Start of Exercise input

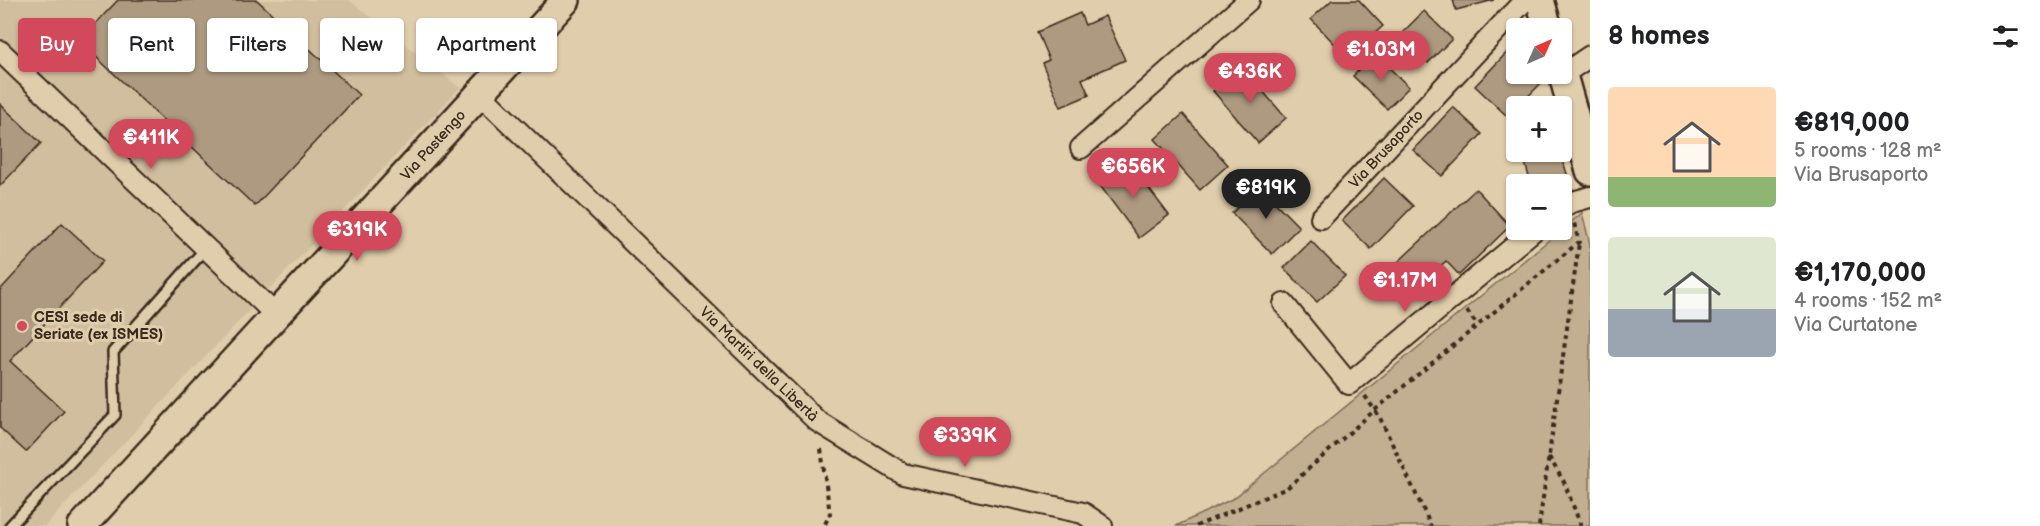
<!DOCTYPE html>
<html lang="en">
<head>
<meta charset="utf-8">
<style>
	body { margin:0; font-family:"Balsamiq Sans",sans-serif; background:#f2f2f2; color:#202124; height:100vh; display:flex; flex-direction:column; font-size:22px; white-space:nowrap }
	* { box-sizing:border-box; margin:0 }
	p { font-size:20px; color:#757577 }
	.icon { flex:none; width:33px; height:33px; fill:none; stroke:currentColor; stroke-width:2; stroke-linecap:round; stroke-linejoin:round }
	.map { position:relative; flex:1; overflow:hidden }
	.side { display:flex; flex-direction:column; background:#fff; width:450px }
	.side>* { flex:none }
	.top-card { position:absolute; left:18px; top:18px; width:570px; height:54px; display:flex; gap:12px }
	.needle { width:39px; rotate:45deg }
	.tools { position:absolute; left:1506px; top:18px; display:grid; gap:12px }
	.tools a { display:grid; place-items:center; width:66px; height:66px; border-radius:6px; background:#fff; box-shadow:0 2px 4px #0004; font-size:30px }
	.price { position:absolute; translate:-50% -51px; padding:0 14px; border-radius:21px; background:#d1495b; color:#fff; font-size:20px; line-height:39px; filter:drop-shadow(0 2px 3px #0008) }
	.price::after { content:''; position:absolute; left:50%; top:36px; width:18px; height:14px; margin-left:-9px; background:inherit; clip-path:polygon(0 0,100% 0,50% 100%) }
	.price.on { background:#222; color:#fff }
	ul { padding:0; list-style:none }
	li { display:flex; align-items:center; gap:18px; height:150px; padding:0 18px }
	li span { display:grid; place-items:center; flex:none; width:168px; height:120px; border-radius:6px; color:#555 }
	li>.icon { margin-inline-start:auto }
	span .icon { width:72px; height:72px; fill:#fffc; stroke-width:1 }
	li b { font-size:26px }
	h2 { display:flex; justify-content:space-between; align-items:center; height:72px; padding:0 18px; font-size:26px }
	.chip { padding:0 21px; border-radius:6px; background:#fff; box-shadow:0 2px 4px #0004; font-size:21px; line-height:54px }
	.chip.on { background:#d1495b; color:#fff }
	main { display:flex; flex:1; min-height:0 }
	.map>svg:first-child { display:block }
	.built { fill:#d1be9e }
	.green { fill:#c2af91; stroke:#7e6c58; stroke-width:1.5 }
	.building { fill:#ad9a80; stroke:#3b2a1e; stroke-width:1.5 }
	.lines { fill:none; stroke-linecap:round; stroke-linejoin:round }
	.lane-casing { stroke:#3b2a1e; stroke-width:14 }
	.street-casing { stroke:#3b2a1e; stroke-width:24 }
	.secondary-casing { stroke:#3b2a1e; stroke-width:32 }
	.path { stroke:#3b2a1e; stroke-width:4; stroke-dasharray:4.5 4.5; stroke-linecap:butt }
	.lane { stroke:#e0cdab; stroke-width:9 }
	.street { stroke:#e0cdab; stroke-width:20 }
	.secondary { stroke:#e0cdab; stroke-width:27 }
	.poi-dot { fill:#d1495b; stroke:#e0cdab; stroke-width:2 }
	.labels { text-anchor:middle; stroke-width:6; stroke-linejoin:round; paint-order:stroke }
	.street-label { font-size:15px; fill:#3b2a1e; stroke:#e0cdab }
	.poi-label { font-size:15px; font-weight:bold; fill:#3b2a1e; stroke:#e0cdab; text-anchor:start }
</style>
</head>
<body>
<main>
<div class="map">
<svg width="1590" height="526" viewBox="0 0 1590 526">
	<rect width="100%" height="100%" fill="#e0cdab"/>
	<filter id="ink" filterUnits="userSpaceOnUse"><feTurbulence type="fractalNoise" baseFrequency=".0167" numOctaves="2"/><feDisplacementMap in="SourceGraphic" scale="12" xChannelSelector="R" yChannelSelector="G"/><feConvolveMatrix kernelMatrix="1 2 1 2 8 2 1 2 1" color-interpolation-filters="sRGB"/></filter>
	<g filter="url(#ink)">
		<polygon class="built" points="0,0 349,0 460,88 45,526 0,526"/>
		<polygon class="green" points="1582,213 1590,244 1590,526 1176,526 1234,498"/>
		<g class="building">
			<polygon points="118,0 257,0 359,95 255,206 79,41"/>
			<polygon points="1332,0 1359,0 1383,26 1348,58 1311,19"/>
			<polygon points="1453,0 1494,0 1456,10"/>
			<polygon points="1424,11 1452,39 1428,63 1400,35"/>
			<polygon points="1080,13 1085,25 1105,16 1125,60 1082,79 1089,95 1061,107 1042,63 1049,60 1037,32"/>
			<polygon points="1514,45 1516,74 1544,74 1547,77 1508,117 1475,86"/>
			<polygon points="1375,54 1409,87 1387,109 1353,76"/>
			<polygon points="1241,66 1286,118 1258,143 1213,91"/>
			<polygon points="0,104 41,143 0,186"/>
			<polygon points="1453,107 1482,134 1442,176 1413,150"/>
			<polygon points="1183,114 1228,165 1200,190 1155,139"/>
			<polygon points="1522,152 1560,152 1568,177 1531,184"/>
			<polygon points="1127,160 1169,215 1139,238 1098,183"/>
			<polygon points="1384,178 1413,206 1371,249 1342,221"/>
			<polygon points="1259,186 1299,227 1272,254 1232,213"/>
			<polygon points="1476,189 1510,226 1459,275 1446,261 1418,286 1397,263"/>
			<polygon points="62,223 103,261 10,361 64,411 26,452 0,428 0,290"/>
			<polygon points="1311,241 1345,276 1317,302 1284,268"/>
		</g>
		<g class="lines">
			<g class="lane-casing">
				<polyline id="lane" points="10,526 115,415 113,352 206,248"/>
			</g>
			<g class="street-casing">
				<g id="street">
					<polyline points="0,51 277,316"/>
					<polyline points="1562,75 1590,56"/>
					<polyline points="480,94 817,421 903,474 1083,513 1102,526"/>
					<polyline points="1081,148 1249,0"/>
					<polyline points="1562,208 1569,203 1590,197"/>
					<polyline points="1321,218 1525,0"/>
					<polyline points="1284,304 1349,384 1534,230"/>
				</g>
			</g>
			<g class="secondary-casing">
				<g id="secondary">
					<polyline points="1540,0 1548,28"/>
					<polyline points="1562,72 1590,171"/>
					<polyline points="82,526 566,0"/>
				</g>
			</g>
			<g class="path">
				<polyline points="1467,311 1477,325"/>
				<polyline points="1365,396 1380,418 1431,526"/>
				<polyline points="821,449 830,514 824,526"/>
				<polyline points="1549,457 1564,482 1581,526"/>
				<polyline points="1196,526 1287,488 1375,410 1579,242 1574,223"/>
				<polyline points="1539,526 1579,243"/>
			</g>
			<use href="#lane" class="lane"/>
			<use href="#street" class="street"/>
			<use href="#secondary" class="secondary"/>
		</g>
	</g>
	<circle class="poi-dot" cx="22" cy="326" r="6"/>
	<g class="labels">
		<g class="street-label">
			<text transform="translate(433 145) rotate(-48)" y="5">Via Pastengo</text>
			<text transform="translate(1386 149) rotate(-47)" y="5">Via Brusaporto</text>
			<text transform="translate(759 364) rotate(44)" y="5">Via Martiri della Libertà</text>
		</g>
		<g class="poi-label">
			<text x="34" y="322">CESI sede di<tspan x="34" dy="17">Seriate (ex ISMES)</tspan></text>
		</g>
	</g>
</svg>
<div class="tools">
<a><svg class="needle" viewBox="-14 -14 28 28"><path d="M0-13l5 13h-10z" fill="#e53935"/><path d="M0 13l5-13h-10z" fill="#757577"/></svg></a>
<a>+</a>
<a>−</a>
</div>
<b class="price" style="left:1381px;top:82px">€1.03M</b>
<b class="price" style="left:1250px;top:104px">€436K</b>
<b class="price" style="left:151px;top:170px">€411K</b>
<b class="price" style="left:1133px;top:199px">€656K</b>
<b class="price on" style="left:1266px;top:220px">€819K</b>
<b class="price" style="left:357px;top:262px">€319K</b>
<b class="price" style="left:1405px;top:313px">€1.17M</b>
<b class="price" style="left:965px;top:468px">€339K</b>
<div class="top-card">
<a class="chip on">Buy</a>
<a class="chip">Rent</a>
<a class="chip">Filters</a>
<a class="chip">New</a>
<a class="chip">Apartment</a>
</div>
</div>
<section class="side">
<h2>8 homes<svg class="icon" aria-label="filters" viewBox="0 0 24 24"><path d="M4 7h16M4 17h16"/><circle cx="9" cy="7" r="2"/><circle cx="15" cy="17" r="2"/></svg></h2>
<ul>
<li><span style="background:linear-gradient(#ffd9b3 75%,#8fb573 0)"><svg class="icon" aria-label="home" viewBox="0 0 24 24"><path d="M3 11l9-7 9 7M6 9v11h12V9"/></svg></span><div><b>€819,000</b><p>5 rooms · 128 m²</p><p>Via Brusaporto</p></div></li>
<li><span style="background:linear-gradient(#dfe7d0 60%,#9aa5b1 0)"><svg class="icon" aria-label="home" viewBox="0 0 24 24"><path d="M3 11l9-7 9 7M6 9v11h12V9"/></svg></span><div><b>€1,170,000</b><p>4 rooms · 152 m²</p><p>Via Curtatone</p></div></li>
</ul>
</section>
</main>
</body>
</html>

End of Exercise input

» **What this task involves**
Please filter the data down to the lines containing the word "tools".

» **Answer box**
	.tools { position:absolute; left:1506px; top:18px; display:grid; gap:12px }
	.tools a { display:grid; place-items:center; width:66px; height:66px; border-radius:6px; background:#fff; box-shadow:0 2px 4px #0004; font-size:30px }
<div class="tools">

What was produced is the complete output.